▶ WHAT YOU SHOULD DO
Transcribe the complete listing exactly.

=== ENTRIES SHOWN ===

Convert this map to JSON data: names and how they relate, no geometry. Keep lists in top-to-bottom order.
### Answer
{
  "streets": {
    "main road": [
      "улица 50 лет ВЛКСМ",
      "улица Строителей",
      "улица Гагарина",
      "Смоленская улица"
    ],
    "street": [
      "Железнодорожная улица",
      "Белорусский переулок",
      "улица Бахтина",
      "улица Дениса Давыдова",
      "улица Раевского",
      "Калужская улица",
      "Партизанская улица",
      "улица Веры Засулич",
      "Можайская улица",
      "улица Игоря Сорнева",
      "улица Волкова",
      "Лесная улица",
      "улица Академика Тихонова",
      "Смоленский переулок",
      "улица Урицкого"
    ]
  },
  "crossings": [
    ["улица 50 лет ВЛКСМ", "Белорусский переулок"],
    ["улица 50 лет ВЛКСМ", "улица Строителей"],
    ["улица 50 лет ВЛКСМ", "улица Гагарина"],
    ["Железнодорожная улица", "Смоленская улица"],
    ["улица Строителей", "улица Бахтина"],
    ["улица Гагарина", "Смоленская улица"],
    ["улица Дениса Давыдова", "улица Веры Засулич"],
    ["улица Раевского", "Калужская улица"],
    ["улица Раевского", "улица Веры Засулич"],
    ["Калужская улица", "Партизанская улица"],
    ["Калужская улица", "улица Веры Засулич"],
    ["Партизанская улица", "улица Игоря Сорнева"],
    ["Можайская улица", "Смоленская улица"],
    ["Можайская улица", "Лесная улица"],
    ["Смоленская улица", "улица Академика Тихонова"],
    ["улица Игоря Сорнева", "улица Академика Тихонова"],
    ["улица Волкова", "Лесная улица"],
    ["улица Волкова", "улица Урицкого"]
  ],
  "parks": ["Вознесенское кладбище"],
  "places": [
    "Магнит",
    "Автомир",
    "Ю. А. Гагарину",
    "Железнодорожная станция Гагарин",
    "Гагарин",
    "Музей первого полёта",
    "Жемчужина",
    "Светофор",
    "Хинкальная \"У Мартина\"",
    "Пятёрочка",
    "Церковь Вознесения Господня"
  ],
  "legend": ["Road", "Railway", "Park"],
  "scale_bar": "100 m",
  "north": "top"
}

===

▶ YOUR RESPONSE
Convert this map to JSON data: names and how they relate, no geometry. Keep lists in top-to-bottom order.
### Answer
{
  "streets": {
    "main road": [
      "улица 50 лет ВЛКСМ",
      "улица Строителей",
      "улица Гагарина",
      "Смоленская улица"
    ],
    "street": [
      "Железнодорожная улица",
      "Белорусский переулок",
      "улица Бахтина",
      "улица Дениса Давыдова",
      "улица Раевского",
      "Калужская улица",
      "Партизанская улица",
      "улица Веры Засулич",
      "Можайская улица",
      "улица Игоря Сорнева",
      "улица Волкова",
      "Лесная улица",
      "улица Академика Тихонова",
      "Смоленский переулок",
      "улица Урицкого"
    ]
  },
  "crossings": [
    ["улица 50 лет ВЛКСМ", "Белорусский переулок"],
    ["улица 50 лет ВЛКСМ", "улица Строителей"],
    ["улица 50 лет ВЛКСМ", "улица Гагарина"],
    ["Железнодорожная улица", "Смоленская улица"],
    ["улица Строителей", "улица Бахтина"],
    ["улица Гагарина", "Смоленская улица"],
    ["улица Дениса Давыдова", "улица Веры Засулич"],
    ["улица Раевского", "Калужская улица"],
    ["улица Раевского", "улица Веры Засулич"],
    ["Калужская улица", "Партизанская улица"],
    ["Калужская улица", "улица Веры Засулич"],
    ["Партизанская улица", "улица Игоря Сорнева"],
    ["Можайская улица", "Смоленская улица"],
    ["Можайская улица", "Лесная улица"],
    ["Смоленская улица", "улица Академика Тихонова"],
    ["улица Игоря Сорнева", "улица Академика Тихонова"],
    ["улица Волкова", "Лесная улица"],
    ["улица Волкова", "улица Урицкого"]
  ],
  "parks": ["Вознесенское кладбище"],
  "places": [
    "Магнит",
    "Автомир",
    "Ю. А. Гагарину",
    "Железнодорожная станция Гагарин",
    "Гагарин",
    "Музей первого полёта",
    "Жемчужина",
    "Светофор",
    "Хинкальная \"У Мартина\"",
    "Пятёрочка",
    "Церковь Вознесения Господня"
  ],
  "legend": ["Road", "Railway", "Park"],
  "scale_bar": "100 m",
  "north": "top"
}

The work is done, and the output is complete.